(Task statement): Count the lines in the data below that have "from" in them, and reply with only that number.

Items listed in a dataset
*** Begin section ***

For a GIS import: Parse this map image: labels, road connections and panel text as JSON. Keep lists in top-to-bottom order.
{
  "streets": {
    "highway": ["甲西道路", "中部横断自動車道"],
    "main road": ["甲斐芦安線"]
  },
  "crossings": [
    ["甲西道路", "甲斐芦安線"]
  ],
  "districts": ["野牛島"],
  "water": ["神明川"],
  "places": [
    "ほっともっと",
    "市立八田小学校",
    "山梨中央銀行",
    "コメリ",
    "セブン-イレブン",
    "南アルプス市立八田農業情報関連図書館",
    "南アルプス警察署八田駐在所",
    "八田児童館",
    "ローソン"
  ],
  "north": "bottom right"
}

*** End section ***
*** Begin section ***

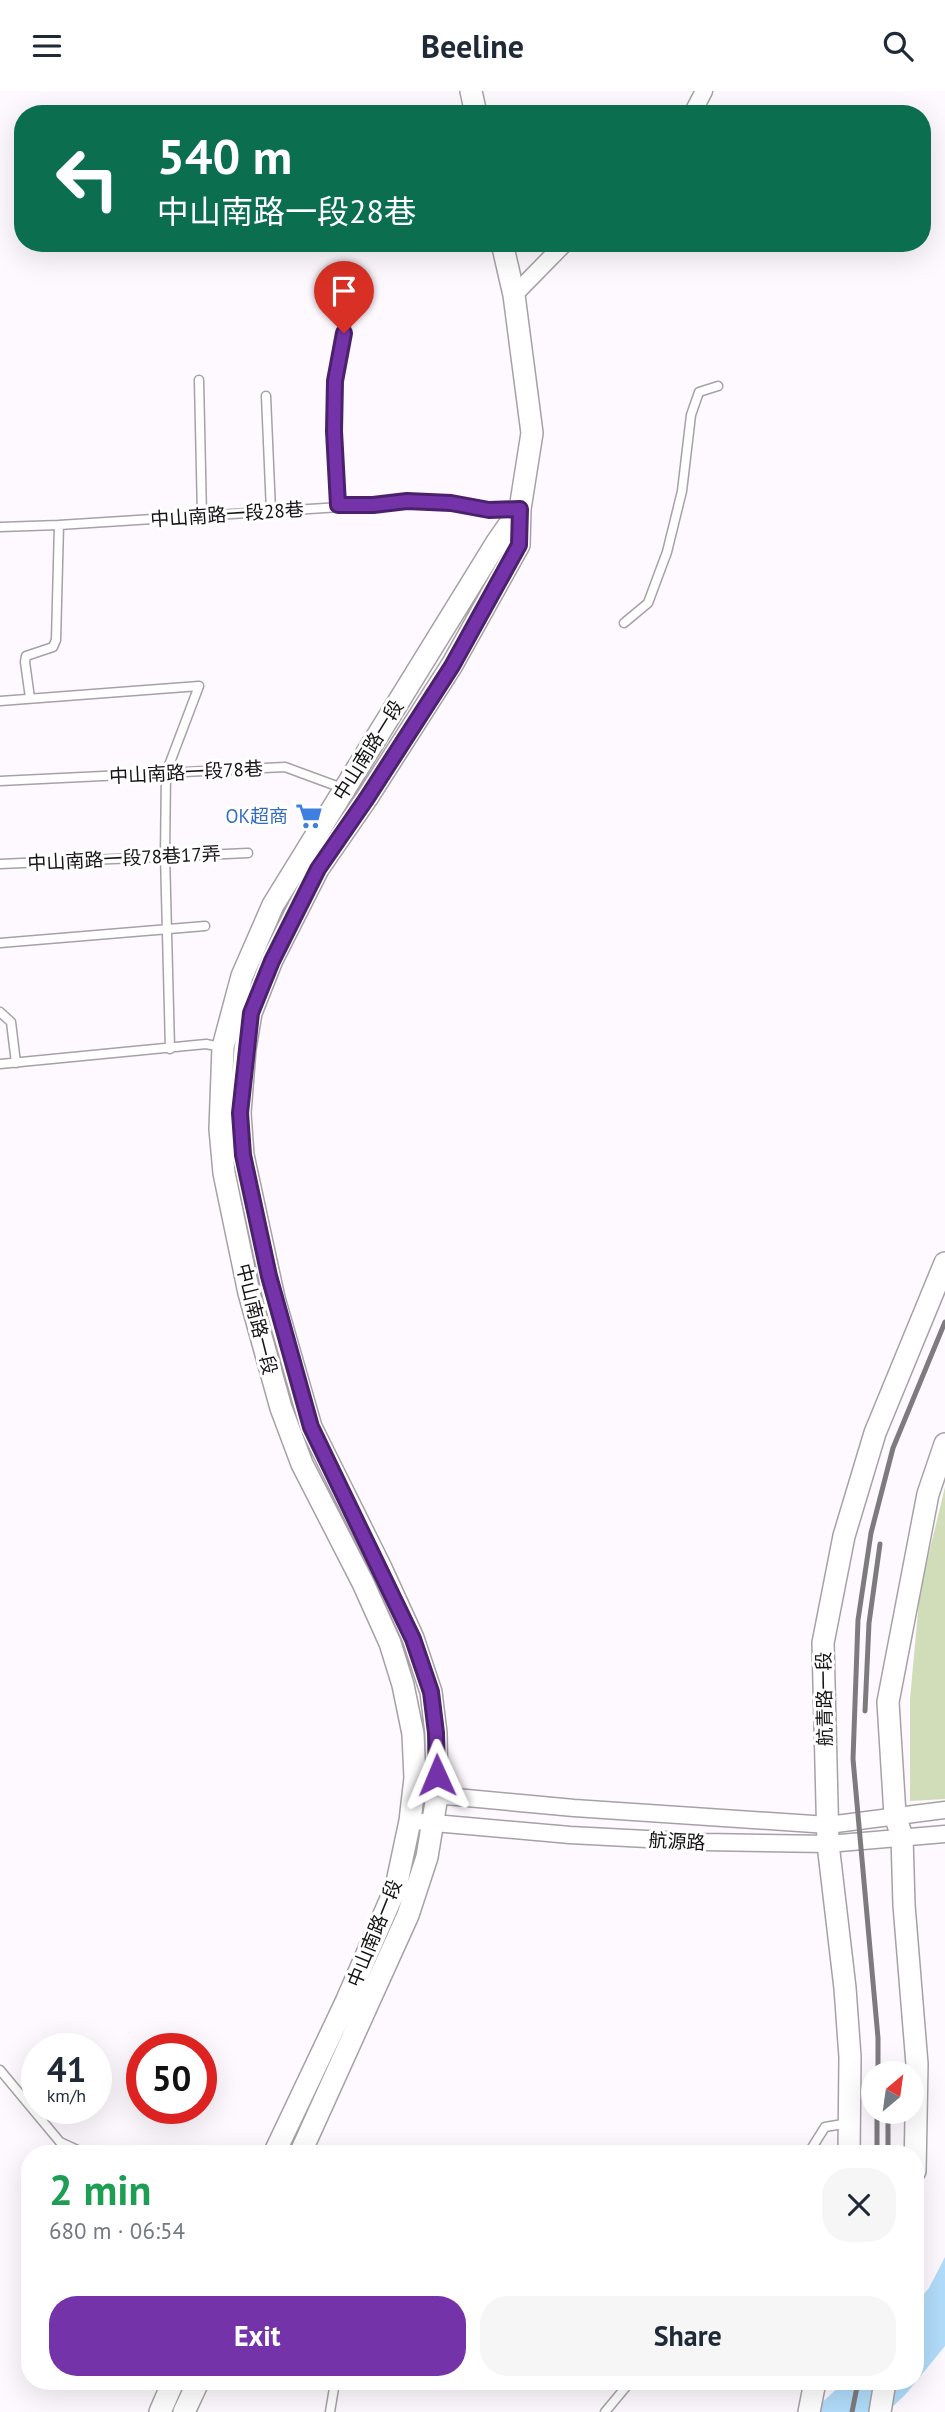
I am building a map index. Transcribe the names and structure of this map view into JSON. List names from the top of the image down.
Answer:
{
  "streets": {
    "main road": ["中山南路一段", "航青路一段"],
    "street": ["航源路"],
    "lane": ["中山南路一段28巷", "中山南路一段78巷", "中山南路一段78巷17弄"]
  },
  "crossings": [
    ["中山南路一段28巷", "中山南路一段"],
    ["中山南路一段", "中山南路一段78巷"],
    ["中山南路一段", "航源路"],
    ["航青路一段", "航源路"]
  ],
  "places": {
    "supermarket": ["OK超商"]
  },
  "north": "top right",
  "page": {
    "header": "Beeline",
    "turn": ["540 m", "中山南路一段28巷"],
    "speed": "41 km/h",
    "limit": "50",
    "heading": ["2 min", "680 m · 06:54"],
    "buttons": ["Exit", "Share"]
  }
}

*** End section ***
*** Begin section ***

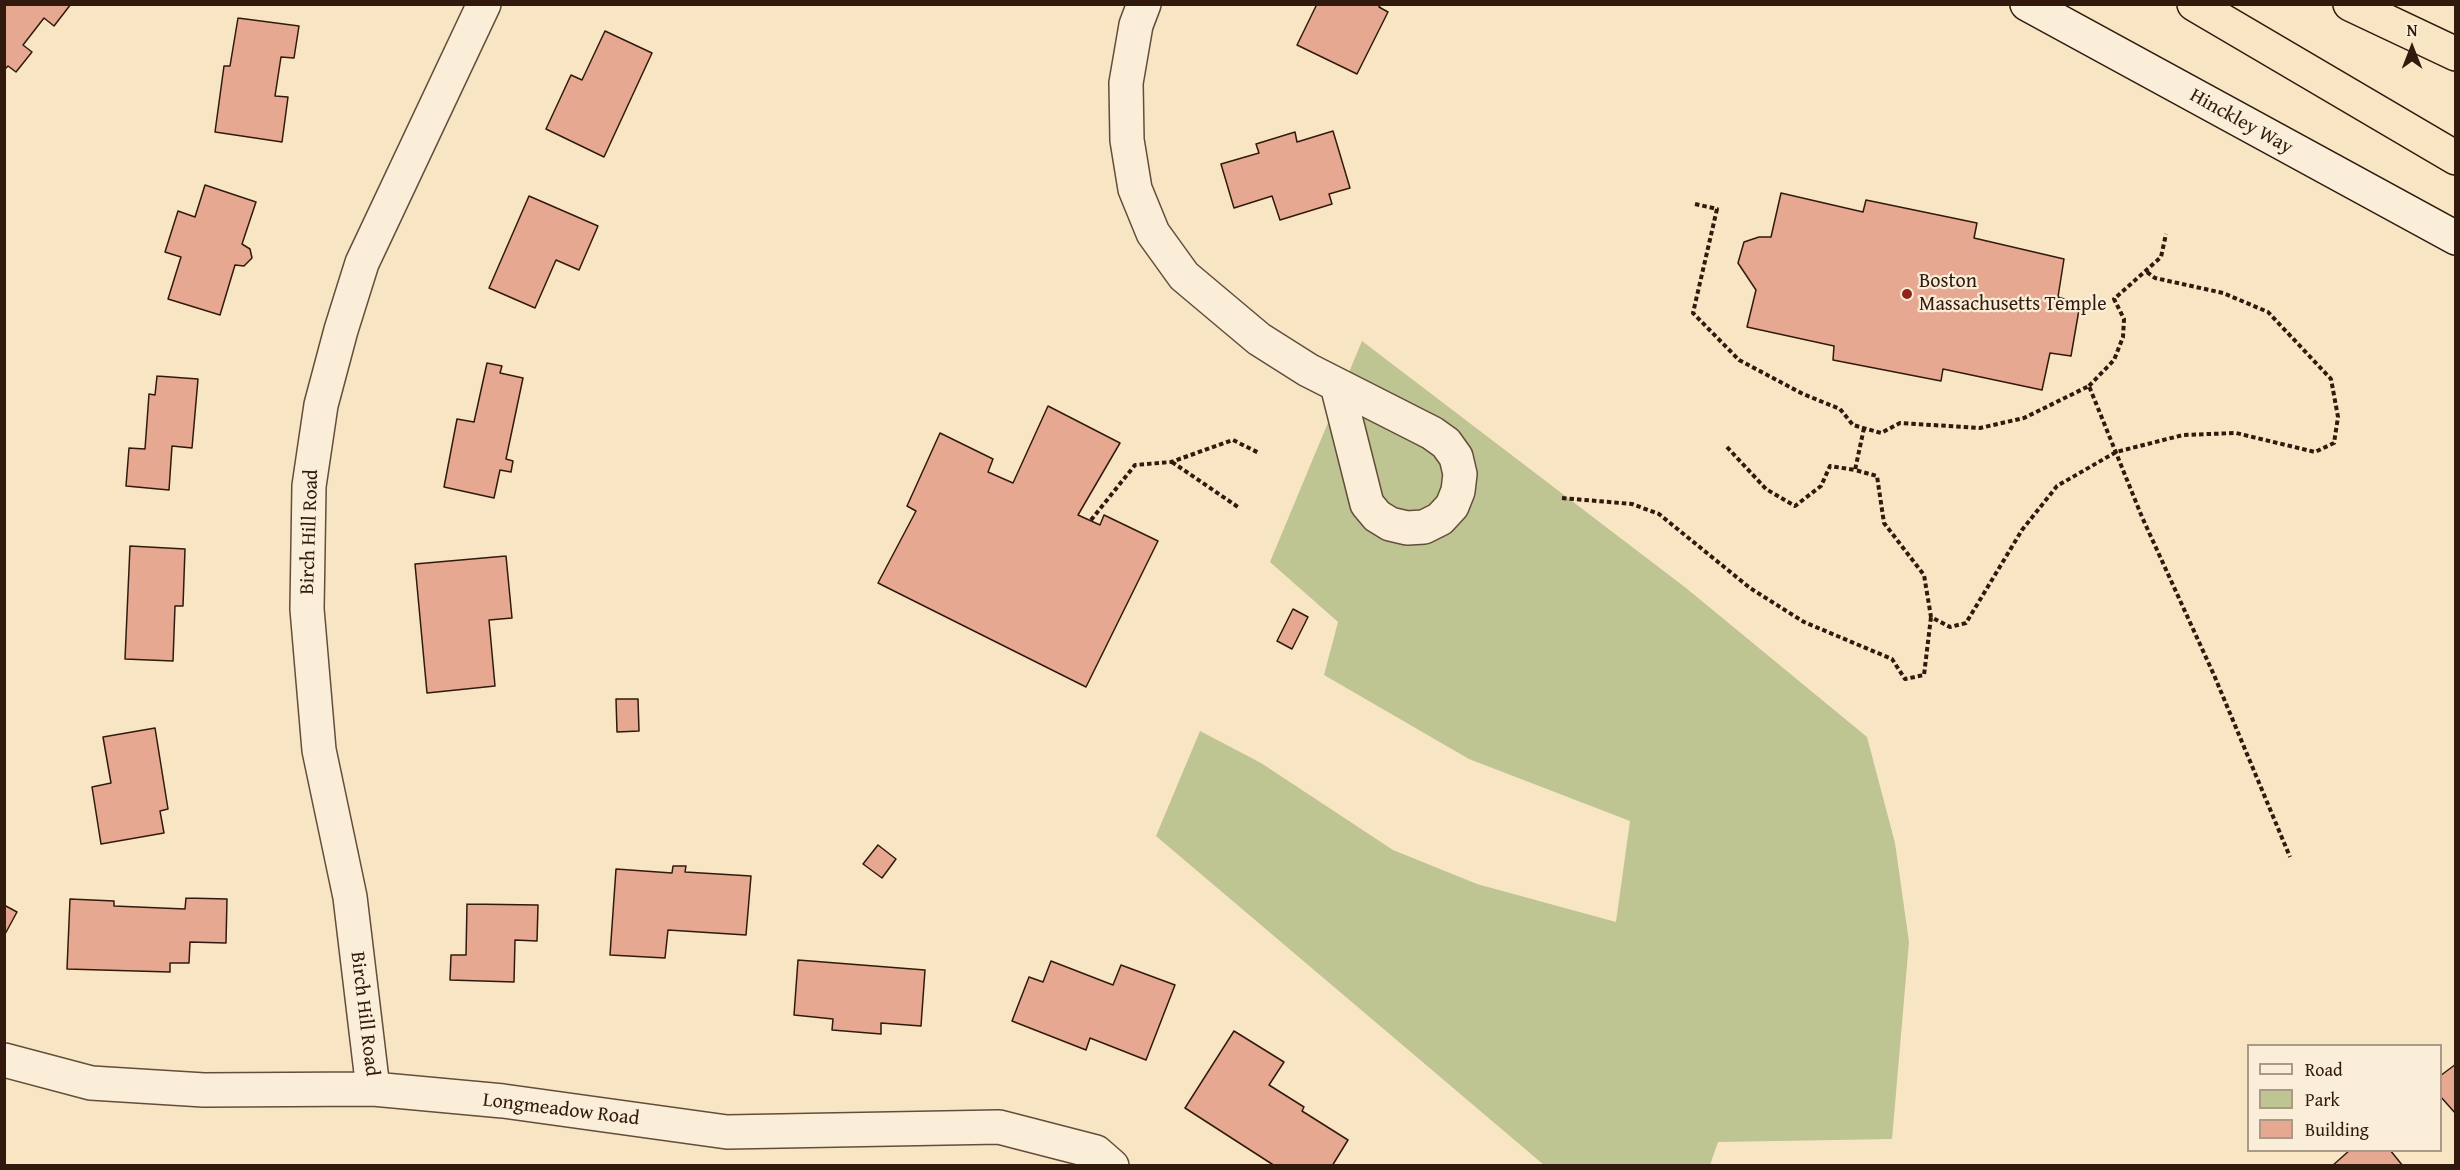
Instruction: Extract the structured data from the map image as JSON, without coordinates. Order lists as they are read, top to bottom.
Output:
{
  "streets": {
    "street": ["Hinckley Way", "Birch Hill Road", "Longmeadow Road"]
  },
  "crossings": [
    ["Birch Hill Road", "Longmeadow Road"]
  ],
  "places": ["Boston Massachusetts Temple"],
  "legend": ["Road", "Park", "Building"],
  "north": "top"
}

*** End section ***

(Exercise output): 2